§ Task item:
An exact transcription of every record is needed, leaving out the pictures.

◇ ◇ ◇ ◇

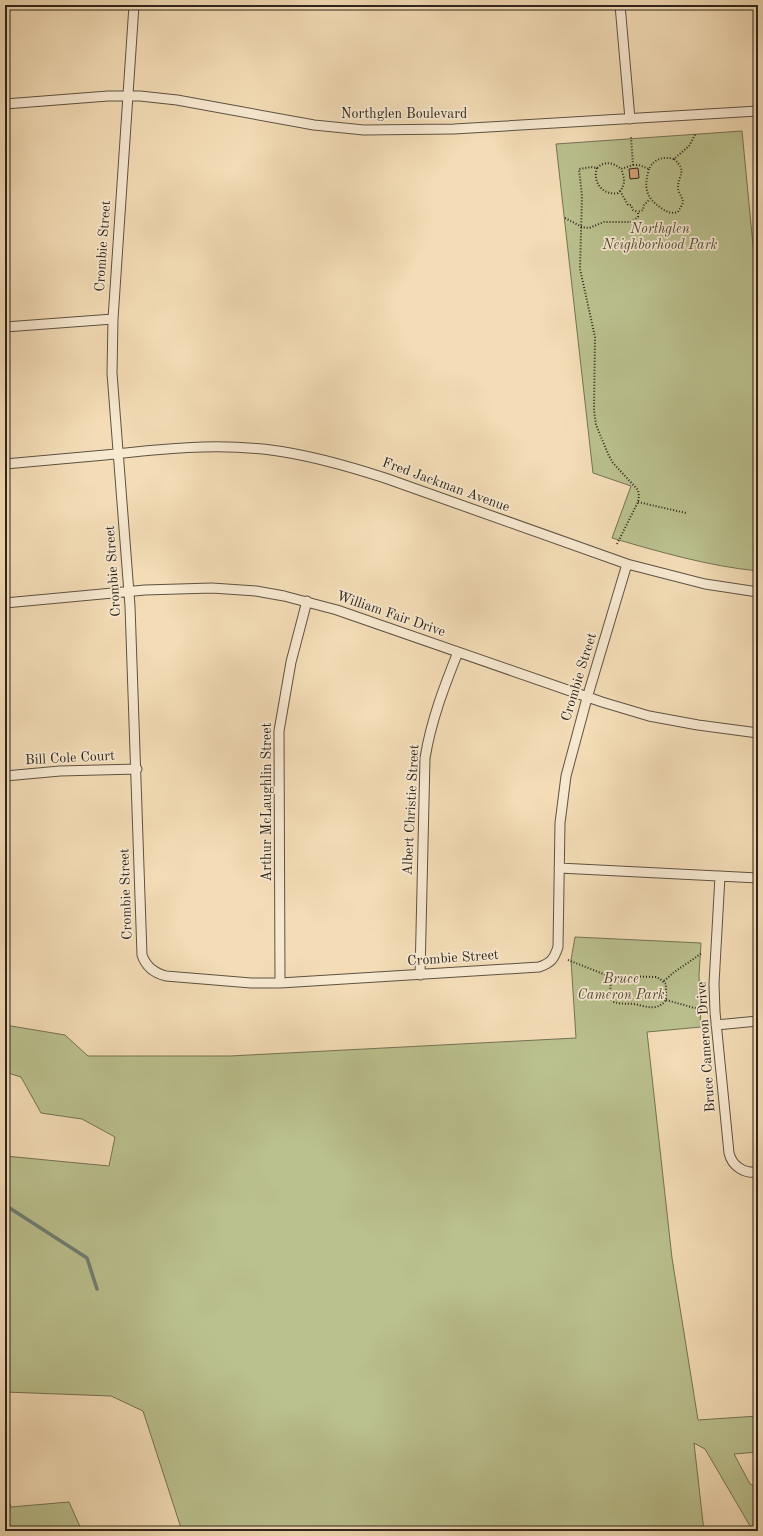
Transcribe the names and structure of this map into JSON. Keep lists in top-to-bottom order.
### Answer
{
  "streets": {
    "street": [
      "Northglen Boulevard",
      "Crombie Street",
      "Fred Jackman Avenue",
      "William Fair Drive",
      "Bill Cole Court",
      "Arthur McLaughlin Street",
      "Albert Christie Street",
      "Bruce Cameron Drive"
    ]
  },
  "crossings": [
    ["Northglen Boulevard", "Crombie Street"],
    ["Crombie Street", "Fred Jackman Avenue"],
    ["Crombie Street", "William Fair Drive"],
    ["Crombie Street", "Bill Cole Court"],
    ["Crombie Street", "Arthur McLaughlin Street"],
    ["Crombie Street", "Albert Christie Street"],
    ["William Fair Drive", "Arthur McLaughlin Street"],
    ["William Fair Drive", "Albert Christie Street"]
  ],
  "parks": ["Northglen Neighborhood Park", "Bruce Cameron Park"]
}
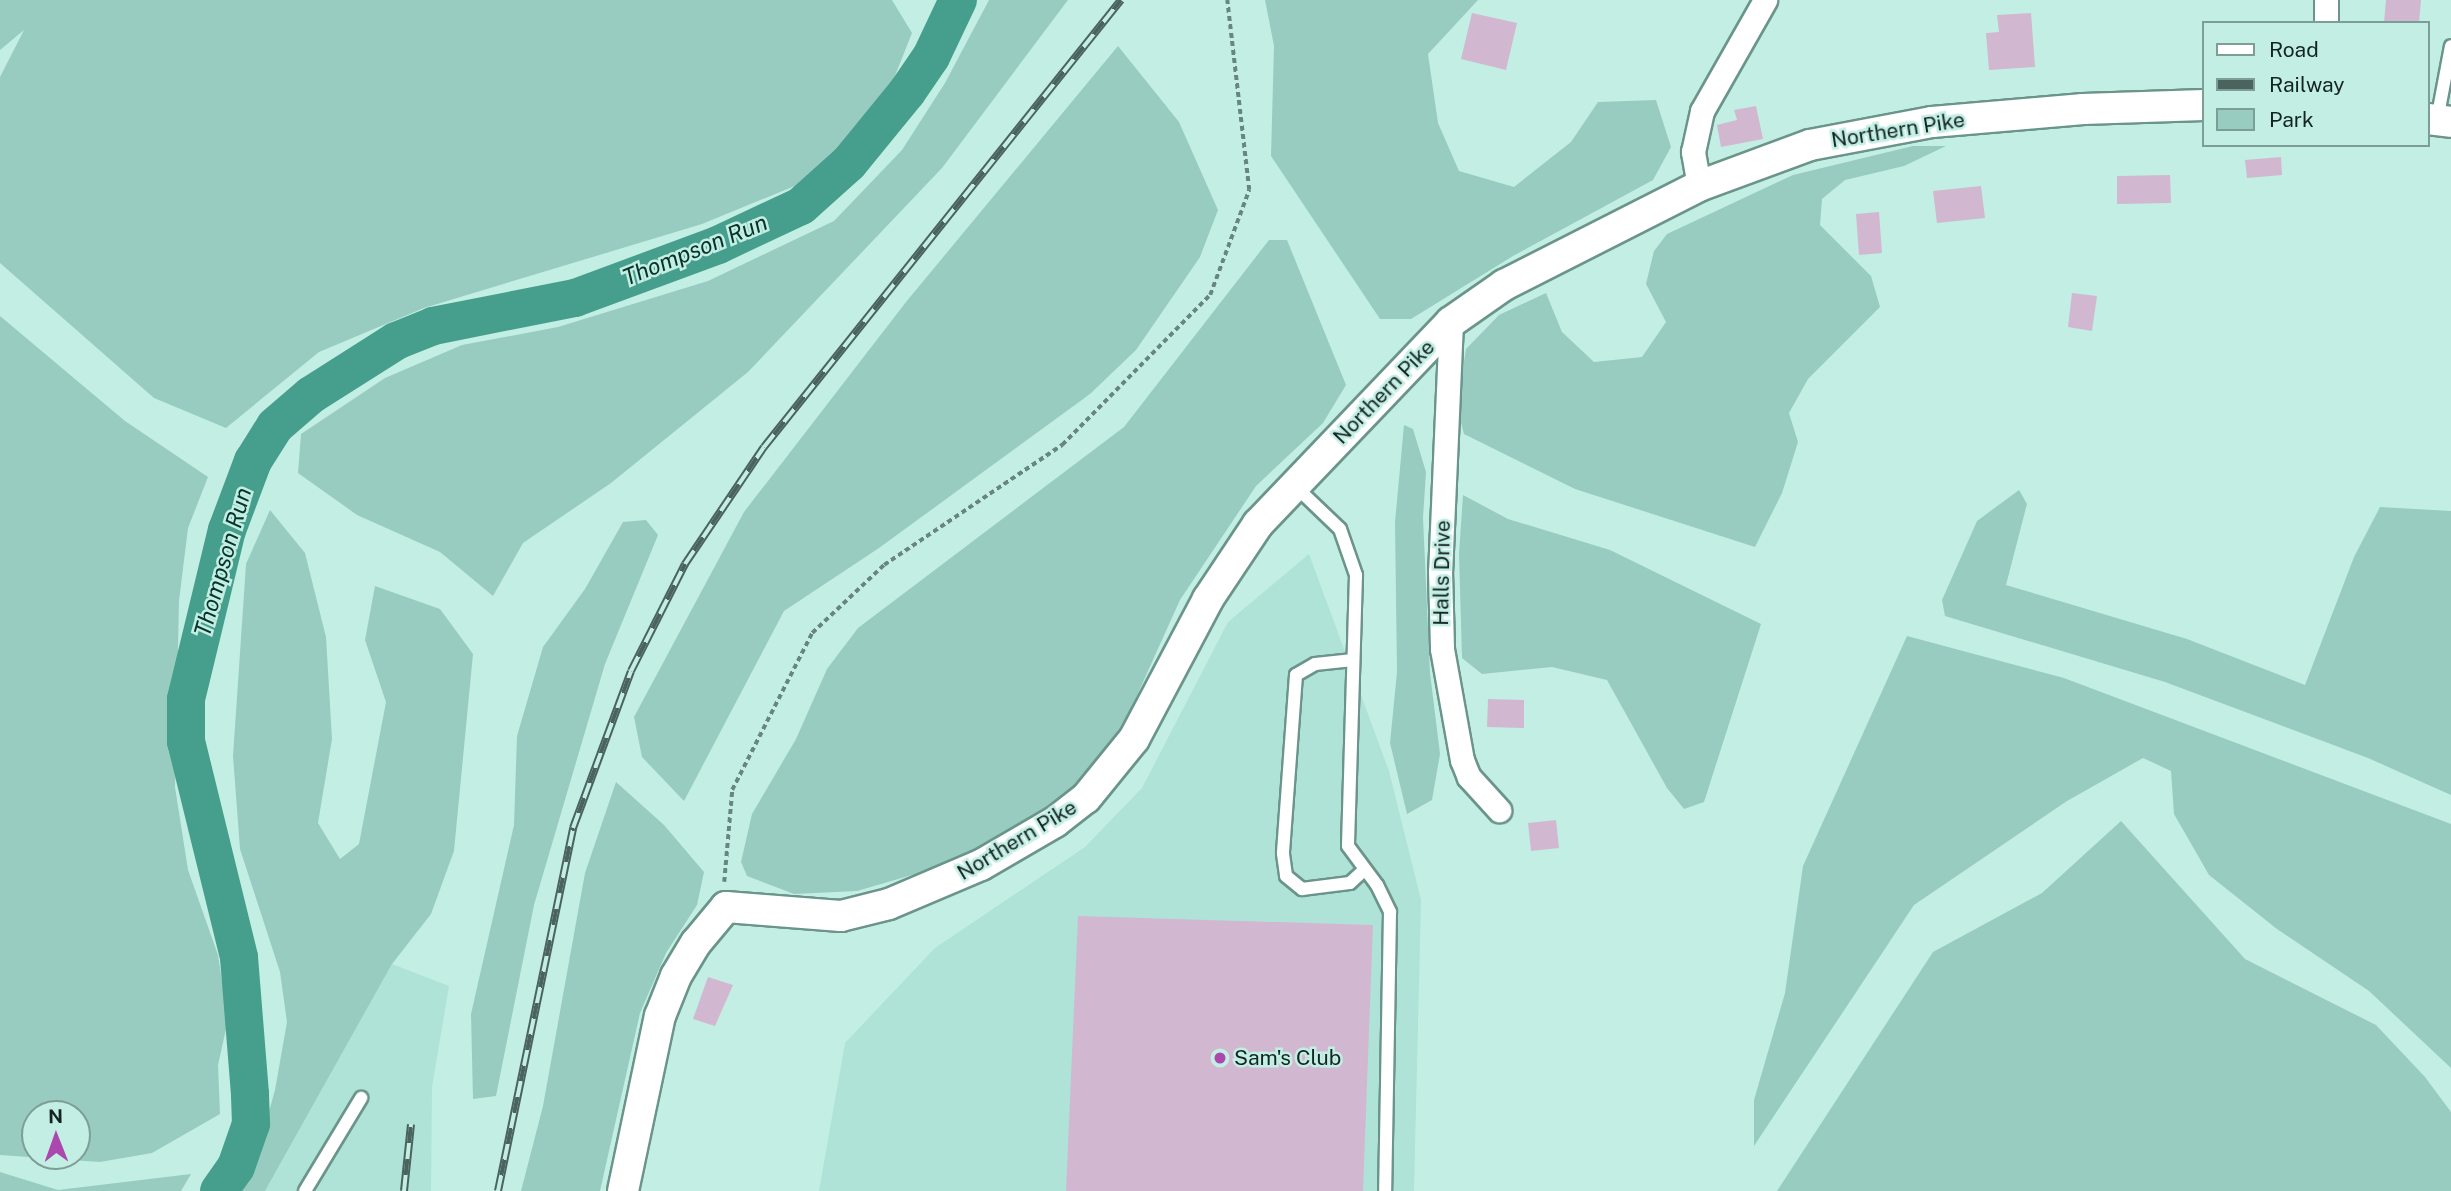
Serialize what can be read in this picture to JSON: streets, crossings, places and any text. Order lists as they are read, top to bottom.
{
  "streets": {
    "street": ["Northern Pike", "Halls Drive"]
  },
  "crossings": [
    ["Northern Pike", "Halls Drive"]
  ],
  "water": ["Thompson Run"],
  "places": ["Sam's Club"],
  "legend": ["Road", "Railway", "Park"],
  "north": "top"
}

◇ ◇ ◇ ◇

§ Output of the task:
Transcribe the names and structure of this map into JSON. Keep lists in top-to-bottom order.
### Answer
{
  "streets": {
    "street": [
      "Northglen Boulevard",
      "Crombie Street",
      "Fred Jackman Avenue",
      "William Fair Drive",
      "Bill Cole Court",
      "Arthur McLaughlin Street",
      "Albert Christie Street",
      "Bruce Cameron Drive"
    ]
  },
  "crossings": [
    ["Northglen Boulevard", "Crombie Street"],
    ["Crombie Street", "Fred Jackman Avenue"],
    ["Crombie Street", "William Fair Drive"],
    ["Crombie Street", "Bill Cole Court"],
    ["Crombie Street", "Arthur McLaughlin Street"],
    ["Crombie Street", "Albert Christie Street"],
    ["William Fair Drive", "Arthur McLaughlin Street"],
    ["William Fair Drive", "Albert Christie Street"]
  ],
  "parks": ["Northglen Neighborhood Park", "Bruce Cameron Park"]
}
Serialize what can be read in this picture to JSON: streets, crossings, places and any text. Order lists as they are read, top to bottom.
{
  "streets": {
    "street": ["Northern Pike", "Halls Drive"]
  },
  "crossings": [
    ["Northern Pike", "Halls Drive"]
  ],
  "water": ["Thompson Run"],
  "places": ["Sam's Club"],
  "legend": ["Road", "Railway", "Park"],
  "north": "top"
}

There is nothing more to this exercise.